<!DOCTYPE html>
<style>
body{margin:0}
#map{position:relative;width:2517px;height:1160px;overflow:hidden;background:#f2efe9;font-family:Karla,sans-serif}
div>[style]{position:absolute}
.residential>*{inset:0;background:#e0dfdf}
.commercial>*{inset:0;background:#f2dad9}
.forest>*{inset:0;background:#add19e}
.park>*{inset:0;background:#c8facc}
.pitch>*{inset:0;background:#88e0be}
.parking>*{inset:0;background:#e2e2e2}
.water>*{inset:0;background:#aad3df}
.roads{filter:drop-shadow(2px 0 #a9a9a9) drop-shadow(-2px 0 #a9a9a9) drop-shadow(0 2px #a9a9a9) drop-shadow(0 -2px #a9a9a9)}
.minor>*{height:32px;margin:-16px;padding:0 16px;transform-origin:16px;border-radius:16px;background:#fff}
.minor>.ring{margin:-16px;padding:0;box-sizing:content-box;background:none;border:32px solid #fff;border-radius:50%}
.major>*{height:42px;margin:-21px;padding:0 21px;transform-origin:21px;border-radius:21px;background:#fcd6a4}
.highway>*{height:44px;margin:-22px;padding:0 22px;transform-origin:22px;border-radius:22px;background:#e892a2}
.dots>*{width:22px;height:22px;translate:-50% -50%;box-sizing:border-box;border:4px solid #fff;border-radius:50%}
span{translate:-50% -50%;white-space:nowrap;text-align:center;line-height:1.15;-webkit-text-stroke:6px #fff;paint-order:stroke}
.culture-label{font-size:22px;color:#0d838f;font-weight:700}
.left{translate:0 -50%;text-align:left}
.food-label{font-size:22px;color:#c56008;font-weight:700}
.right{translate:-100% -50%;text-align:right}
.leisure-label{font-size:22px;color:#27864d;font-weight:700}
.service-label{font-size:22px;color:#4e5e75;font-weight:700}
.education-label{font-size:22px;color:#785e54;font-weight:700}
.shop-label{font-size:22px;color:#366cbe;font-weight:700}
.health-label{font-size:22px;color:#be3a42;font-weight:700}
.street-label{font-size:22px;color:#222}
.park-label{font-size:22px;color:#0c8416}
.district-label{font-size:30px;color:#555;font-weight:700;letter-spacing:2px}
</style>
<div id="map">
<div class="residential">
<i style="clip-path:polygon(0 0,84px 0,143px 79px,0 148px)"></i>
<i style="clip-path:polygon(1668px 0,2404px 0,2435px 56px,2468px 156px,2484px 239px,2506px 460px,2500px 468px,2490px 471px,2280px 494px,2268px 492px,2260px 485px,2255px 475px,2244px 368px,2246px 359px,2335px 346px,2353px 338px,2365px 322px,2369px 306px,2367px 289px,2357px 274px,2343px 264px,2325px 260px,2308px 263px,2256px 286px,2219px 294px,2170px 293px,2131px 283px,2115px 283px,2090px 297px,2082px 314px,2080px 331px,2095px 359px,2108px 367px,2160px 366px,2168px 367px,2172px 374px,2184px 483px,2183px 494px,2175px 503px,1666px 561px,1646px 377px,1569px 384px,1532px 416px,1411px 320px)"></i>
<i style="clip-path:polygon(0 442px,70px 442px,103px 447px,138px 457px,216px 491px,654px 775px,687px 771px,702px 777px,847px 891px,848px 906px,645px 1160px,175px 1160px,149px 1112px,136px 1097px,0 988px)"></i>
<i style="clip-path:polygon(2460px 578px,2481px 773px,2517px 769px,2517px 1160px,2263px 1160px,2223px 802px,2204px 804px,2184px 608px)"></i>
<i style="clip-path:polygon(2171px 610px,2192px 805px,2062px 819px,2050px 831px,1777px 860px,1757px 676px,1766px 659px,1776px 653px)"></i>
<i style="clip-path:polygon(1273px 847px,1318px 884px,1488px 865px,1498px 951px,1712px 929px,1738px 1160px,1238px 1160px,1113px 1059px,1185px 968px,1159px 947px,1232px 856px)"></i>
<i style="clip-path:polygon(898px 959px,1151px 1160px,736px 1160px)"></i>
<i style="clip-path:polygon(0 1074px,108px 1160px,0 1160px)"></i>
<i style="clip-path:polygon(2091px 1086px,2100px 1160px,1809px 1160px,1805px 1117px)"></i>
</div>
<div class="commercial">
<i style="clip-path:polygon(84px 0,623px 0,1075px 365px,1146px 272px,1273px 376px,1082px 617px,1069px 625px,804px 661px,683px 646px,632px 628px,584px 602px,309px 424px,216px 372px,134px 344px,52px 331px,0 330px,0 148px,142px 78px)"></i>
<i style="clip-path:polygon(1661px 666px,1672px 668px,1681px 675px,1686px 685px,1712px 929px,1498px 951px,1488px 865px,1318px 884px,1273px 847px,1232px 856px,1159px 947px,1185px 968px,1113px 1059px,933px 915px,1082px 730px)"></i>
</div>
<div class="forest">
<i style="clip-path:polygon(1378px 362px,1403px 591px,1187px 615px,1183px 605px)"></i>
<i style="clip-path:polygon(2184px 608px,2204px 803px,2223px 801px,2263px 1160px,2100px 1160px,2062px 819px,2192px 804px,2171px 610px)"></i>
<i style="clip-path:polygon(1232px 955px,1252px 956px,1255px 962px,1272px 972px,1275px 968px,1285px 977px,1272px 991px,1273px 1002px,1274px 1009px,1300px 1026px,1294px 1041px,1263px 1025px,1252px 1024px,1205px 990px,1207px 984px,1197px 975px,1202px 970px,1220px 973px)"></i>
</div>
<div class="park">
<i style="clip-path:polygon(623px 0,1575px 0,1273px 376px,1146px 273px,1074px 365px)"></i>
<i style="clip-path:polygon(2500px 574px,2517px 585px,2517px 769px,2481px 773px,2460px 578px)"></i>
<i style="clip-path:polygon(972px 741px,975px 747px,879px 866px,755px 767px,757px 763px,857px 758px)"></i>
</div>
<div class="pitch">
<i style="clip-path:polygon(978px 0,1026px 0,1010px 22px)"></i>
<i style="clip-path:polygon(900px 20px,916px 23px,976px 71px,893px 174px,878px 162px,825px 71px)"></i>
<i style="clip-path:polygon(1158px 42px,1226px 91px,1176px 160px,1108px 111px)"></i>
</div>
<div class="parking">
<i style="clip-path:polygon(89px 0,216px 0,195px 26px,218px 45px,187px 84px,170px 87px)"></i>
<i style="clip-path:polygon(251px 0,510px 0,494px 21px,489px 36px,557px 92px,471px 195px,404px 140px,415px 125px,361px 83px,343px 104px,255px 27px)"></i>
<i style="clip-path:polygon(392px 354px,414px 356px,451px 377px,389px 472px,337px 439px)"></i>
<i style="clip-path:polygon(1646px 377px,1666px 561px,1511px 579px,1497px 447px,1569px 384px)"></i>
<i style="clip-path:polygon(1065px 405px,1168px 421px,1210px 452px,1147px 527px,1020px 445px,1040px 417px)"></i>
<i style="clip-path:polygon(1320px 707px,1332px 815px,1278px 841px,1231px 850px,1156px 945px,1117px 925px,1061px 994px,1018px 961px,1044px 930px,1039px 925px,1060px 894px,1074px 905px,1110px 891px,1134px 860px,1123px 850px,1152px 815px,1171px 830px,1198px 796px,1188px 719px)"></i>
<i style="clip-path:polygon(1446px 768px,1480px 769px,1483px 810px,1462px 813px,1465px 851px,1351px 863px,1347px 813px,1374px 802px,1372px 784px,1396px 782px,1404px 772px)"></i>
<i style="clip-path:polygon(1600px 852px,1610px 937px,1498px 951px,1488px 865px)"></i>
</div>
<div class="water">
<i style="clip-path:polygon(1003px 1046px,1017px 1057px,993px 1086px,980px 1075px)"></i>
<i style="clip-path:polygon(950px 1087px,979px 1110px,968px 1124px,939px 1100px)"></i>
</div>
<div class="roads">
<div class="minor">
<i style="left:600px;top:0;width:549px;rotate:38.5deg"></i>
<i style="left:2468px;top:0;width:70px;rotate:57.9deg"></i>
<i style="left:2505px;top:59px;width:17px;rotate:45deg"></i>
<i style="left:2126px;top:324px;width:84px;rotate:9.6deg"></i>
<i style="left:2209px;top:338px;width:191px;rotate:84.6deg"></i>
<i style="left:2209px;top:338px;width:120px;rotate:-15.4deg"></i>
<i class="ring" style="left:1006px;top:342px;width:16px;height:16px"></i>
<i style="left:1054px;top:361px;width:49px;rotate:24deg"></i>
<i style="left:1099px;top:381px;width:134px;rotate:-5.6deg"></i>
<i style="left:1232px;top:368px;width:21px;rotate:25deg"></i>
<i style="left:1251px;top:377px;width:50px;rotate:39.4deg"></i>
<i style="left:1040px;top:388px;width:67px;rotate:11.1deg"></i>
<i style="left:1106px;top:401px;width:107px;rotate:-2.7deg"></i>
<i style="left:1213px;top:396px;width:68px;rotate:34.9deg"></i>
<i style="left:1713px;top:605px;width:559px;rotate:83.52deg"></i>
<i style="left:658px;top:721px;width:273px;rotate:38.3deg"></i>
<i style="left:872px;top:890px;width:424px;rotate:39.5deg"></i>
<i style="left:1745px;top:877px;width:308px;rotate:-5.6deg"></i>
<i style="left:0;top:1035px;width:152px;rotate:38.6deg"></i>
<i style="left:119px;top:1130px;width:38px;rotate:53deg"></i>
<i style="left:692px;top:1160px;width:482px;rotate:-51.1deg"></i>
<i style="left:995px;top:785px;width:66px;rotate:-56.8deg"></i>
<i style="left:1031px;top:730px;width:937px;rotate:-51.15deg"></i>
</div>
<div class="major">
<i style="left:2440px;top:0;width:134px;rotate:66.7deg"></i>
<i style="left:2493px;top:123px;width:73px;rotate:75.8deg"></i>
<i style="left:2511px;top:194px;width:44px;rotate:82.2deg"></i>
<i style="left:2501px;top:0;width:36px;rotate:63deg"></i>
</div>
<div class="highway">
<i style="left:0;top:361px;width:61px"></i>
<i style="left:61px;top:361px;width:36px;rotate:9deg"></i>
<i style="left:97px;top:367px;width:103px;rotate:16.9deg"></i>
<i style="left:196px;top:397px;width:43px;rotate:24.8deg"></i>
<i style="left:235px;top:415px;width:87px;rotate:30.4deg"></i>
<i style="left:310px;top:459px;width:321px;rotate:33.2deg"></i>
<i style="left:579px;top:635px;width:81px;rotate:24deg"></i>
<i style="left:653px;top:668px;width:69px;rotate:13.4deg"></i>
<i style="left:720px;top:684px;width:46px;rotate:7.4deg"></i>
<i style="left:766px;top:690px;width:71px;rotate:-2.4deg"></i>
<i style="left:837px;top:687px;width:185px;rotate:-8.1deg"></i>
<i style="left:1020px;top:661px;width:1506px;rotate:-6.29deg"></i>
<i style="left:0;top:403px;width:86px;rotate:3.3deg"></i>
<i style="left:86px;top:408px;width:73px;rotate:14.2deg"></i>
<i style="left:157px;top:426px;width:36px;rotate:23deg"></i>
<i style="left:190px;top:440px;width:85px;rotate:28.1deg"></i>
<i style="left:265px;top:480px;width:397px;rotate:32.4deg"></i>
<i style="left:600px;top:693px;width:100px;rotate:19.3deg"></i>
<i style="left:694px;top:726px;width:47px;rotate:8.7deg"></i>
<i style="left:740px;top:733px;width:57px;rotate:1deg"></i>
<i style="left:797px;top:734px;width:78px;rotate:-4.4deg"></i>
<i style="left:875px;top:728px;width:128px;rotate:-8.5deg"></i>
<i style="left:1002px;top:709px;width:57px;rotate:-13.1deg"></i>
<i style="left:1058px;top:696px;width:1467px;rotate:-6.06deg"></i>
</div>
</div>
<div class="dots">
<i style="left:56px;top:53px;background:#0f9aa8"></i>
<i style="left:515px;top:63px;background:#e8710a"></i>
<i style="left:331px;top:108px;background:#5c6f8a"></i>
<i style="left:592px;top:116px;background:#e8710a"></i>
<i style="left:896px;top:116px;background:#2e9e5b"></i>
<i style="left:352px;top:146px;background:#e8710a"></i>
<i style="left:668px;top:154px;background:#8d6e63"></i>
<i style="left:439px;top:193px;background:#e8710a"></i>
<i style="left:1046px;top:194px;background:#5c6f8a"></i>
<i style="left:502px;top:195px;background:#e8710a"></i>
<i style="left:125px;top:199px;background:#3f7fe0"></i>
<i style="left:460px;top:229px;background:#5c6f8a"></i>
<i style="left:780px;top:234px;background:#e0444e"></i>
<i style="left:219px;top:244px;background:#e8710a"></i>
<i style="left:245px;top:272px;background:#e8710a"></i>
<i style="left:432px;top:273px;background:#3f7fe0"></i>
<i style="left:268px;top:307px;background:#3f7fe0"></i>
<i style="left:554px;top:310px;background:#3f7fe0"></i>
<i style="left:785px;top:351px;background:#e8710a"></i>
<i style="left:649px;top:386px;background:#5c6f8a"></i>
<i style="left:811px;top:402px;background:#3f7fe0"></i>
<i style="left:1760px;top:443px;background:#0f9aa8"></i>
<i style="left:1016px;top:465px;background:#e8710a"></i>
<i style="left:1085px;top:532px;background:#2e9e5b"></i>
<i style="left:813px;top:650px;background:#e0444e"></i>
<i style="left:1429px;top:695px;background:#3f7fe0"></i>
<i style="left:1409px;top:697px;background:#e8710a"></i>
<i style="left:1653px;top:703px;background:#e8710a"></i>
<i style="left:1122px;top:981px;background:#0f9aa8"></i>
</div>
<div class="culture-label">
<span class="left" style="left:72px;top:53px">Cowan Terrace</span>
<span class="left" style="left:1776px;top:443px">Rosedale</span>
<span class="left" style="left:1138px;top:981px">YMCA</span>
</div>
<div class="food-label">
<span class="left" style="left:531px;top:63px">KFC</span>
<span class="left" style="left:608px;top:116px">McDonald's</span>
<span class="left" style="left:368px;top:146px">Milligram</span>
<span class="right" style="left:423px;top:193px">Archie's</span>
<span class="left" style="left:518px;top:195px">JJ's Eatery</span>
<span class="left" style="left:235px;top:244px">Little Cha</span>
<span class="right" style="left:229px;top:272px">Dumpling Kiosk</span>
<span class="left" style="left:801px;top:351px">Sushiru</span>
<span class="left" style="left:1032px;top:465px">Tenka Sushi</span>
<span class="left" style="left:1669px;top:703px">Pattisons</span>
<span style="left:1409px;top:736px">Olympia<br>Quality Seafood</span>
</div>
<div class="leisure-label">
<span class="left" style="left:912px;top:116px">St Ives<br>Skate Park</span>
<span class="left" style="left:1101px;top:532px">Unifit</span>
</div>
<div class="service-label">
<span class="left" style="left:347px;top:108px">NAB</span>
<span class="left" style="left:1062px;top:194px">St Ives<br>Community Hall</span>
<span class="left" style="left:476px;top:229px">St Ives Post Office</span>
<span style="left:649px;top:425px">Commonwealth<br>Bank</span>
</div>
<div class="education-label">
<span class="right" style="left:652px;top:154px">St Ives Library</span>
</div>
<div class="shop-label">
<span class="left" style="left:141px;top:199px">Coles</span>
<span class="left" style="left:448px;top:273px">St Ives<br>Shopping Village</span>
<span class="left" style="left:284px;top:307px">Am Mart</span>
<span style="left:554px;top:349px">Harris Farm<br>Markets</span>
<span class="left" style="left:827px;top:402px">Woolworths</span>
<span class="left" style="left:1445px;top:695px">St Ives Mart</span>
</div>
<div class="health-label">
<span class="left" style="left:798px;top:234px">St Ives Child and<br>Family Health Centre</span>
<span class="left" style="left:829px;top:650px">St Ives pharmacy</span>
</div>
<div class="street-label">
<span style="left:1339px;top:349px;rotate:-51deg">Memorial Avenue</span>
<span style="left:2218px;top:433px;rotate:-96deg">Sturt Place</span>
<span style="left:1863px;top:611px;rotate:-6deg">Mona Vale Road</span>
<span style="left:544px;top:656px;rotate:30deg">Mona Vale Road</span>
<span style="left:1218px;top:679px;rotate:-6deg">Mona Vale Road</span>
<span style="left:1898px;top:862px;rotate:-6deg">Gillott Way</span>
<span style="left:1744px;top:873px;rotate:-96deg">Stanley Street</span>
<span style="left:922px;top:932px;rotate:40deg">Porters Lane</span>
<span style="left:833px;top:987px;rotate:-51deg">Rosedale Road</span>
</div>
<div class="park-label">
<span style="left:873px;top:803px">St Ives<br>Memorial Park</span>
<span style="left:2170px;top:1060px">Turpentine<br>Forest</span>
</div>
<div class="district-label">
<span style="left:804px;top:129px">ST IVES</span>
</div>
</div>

◇ ◇ ◇

**WORK TO COMPLETE**
Throughout the material above, find each line with "roads" and return it.

**TASK ANSWER**
.roads{filter:drop-shadow(2px 0 #a9a9a9) drop-shadow(-2px 0 #a9a9a9) drop-shadow(0 2px #a9a9a9) drop-shadow(0 -2px #a9a9a9)}
<div class="roads">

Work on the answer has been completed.